Each entry here is to be restated word for word.

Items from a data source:
↓

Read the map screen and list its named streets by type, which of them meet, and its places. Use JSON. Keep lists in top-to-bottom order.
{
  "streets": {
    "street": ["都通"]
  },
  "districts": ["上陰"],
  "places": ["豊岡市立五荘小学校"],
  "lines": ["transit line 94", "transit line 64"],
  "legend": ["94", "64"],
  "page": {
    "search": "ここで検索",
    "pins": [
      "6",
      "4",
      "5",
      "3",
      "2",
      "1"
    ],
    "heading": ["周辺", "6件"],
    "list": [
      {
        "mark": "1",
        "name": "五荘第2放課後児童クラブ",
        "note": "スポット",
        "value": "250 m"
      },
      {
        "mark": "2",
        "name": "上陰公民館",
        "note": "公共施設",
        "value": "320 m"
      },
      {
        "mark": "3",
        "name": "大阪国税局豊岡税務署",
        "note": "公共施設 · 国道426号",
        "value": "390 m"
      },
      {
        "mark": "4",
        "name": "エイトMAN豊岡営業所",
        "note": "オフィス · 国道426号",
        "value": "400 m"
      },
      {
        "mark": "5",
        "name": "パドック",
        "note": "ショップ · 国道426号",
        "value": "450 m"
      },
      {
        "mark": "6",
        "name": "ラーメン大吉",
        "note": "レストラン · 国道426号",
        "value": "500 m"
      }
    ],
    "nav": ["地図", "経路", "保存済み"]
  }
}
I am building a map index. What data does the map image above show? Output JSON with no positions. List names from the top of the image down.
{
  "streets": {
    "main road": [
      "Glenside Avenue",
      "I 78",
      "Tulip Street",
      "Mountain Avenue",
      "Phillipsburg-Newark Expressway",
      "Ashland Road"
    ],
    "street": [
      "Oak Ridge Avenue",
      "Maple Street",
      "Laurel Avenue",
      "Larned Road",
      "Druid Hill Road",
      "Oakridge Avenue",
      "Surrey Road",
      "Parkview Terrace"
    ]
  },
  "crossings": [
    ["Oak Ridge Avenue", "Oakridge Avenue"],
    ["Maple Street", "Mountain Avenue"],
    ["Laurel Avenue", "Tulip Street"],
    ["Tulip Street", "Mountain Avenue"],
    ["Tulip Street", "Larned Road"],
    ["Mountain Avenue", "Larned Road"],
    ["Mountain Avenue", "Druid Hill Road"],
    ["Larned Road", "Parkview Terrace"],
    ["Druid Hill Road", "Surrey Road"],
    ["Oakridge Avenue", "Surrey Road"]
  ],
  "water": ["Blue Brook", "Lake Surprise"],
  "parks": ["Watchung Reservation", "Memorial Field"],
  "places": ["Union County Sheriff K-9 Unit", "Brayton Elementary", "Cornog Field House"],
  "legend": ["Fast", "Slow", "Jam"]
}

↑

Answer to this problem
Read the map screen and list its named streets by type, which of them meet, and its places. Use JSON. Keep lists in top-to-bottom order.
{
  "streets": {
    "street": ["都通"]
  },
  "districts": ["上陰"],
  "places": ["豊岡市立五荘小学校"],
  "lines": ["transit line 94", "transit line 64"],
  "legend": ["94", "64"],
  "page": {
    "search": "ここで検索",
    "pins": [
      "6",
      "4",
      "5",
      "3",
      "2",
      "1"
    ],
    "heading": ["周辺", "6件"],
    "list": [
      {
        "mark": "1",
        "name": "五荘第2放課後児童クラブ",
        "note": "スポット",
        "value": "250 m"
      },
      {
        "mark": "2",
        "name": "上陰公民館",
        "note": "公共施設",
        "value": "320 m"
      },
      {
        "mark": "3",
        "name": "大阪国税局豊岡税務署",
        "note": "公共施設 · 国道426号",
        "value": "390 m"
      },
      {
        "mark": "4",
        "name": "エイトMAN豊岡営業所",
        "note": "オフィス · 国道426号",
        "value": "400 m"
      },
      {
        "mark": "5",
        "name": "パドック",
        "note": "ショップ · 国道426号",
        "value": "450 m"
      },
      {
        "mark": "6",
        "name": "ラーメン大吉",
        "note": "レストラン · 国道426号",
        "value": "500 m"
      }
    ],
    "nav": ["地図", "経路", "保存済み"]
  }
}
I am building a map index. What data does the map image above show? Output JSON with no positions. List names from the top of the image down.
{
  "streets": {
    "main road": [
      "Glenside Avenue",
      "I 78",
      "Tulip Street",
      "Mountain Avenue",
      "Phillipsburg-Newark Expressway",
      "Ashland Road"
    ],
    "street": [
      "Oak Ridge Avenue",
      "Maple Street",
      "Laurel Avenue",
      "Larned Road",
      "Druid Hill Road",
      "Oakridge Avenue",
      "Surrey Road",
      "Parkview Terrace"
    ]
  },
  "crossings": [
    ["Oak Ridge Avenue", "Oakridge Avenue"],
    ["Maple Street", "Mountain Avenue"],
    ["Laurel Avenue", "Tulip Street"],
    ["Tulip Street", "Mountain Avenue"],
    ["Tulip Street", "Larned Road"],
    ["Mountain Avenue", "Larned Road"],
    ["Mountain Avenue", "Druid Hill Road"],
    ["Larned Road", "Parkview Terrace"],
    ["Druid Hill Road", "Surrey Road"],
    ["Oakridge Avenue", "Surrey Road"]
  ],
  "water": ["Blue Brook", "Lake Surprise"],
  "parks": ["Watchung Reservation", "Memorial Field"],
  "places": ["Union County Sheriff K-9 Unit", "Brayton Elementary", "Cornog Field House"],
  "legend": ["Fast", "Slow", "Jam"]
}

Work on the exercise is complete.